Records drawn from a dataset:
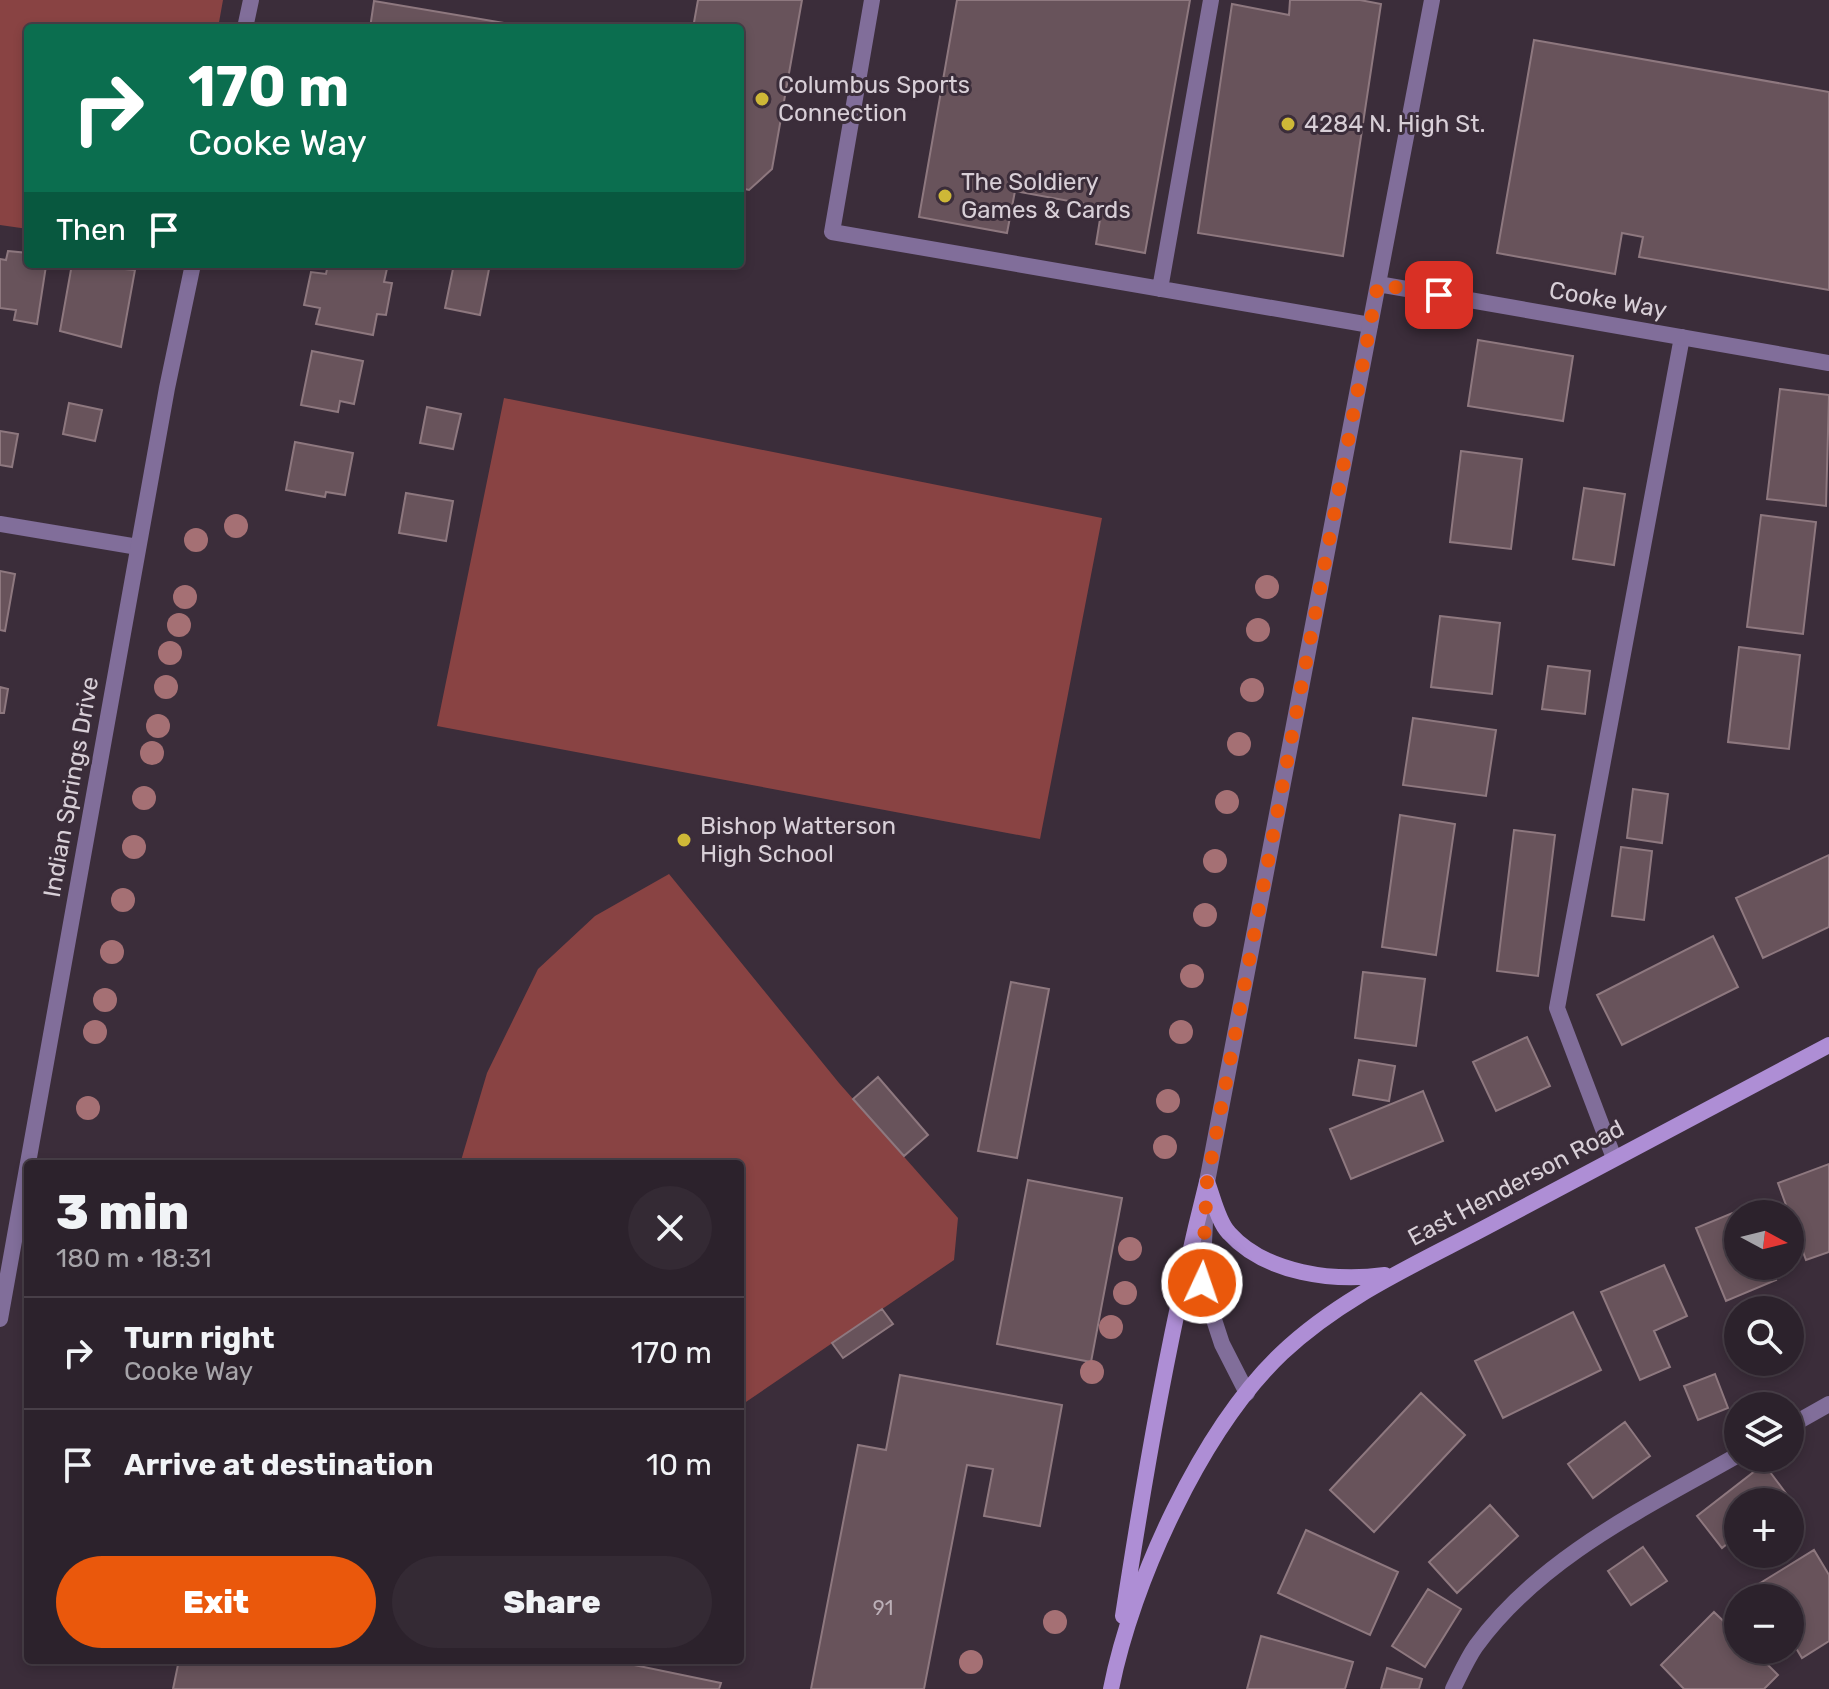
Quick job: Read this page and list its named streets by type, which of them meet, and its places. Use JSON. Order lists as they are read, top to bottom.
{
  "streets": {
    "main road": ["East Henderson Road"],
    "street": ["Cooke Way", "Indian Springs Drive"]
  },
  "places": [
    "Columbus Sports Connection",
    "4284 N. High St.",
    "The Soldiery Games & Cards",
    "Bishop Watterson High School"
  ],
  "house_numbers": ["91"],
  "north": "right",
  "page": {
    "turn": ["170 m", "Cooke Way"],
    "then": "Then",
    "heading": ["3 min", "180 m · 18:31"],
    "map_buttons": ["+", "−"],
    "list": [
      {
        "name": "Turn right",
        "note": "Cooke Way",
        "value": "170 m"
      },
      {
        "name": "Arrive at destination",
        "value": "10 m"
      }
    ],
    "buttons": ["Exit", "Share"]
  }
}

WHAT YOU WILL DO:
Extract the text of all the records above verbatim, excluding pictures.

WRITTEN REPLY:
Quick job: Read this page and list its named streets by type, which of them meet, and its places. Use JSON. Order lists as they are read, top to bottom.
{
  "streets": {
    "main road": ["East Henderson Road"],
    "street": ["Cooke Way", "Indian Springs Drive"]
  },
  "places": [
    "Columbus Sports Connection",
    "4284 N. High St.",
    "The Soldiery Games & Cards",
    "Bishop Watterson High School"
  ],
  "house_numbers": ["91"],
  "north": "right",
  "page": {
    "turn": ["170 m", "Cooke Way"],
    "then": "Then",
    "heading": ["3 min", "180 m · 18:31"],
    "map_buttons": ["+", "−"],
    "list": [
      {
        "name": "Turn right",
        "note": "Cooke Way",
        "value": "170 m"
      },
      {
        "name": "Arrive at destination",
        "value": "10 m"
      }
    ],
    "buttons": ["Exit", "Share"]
  }
}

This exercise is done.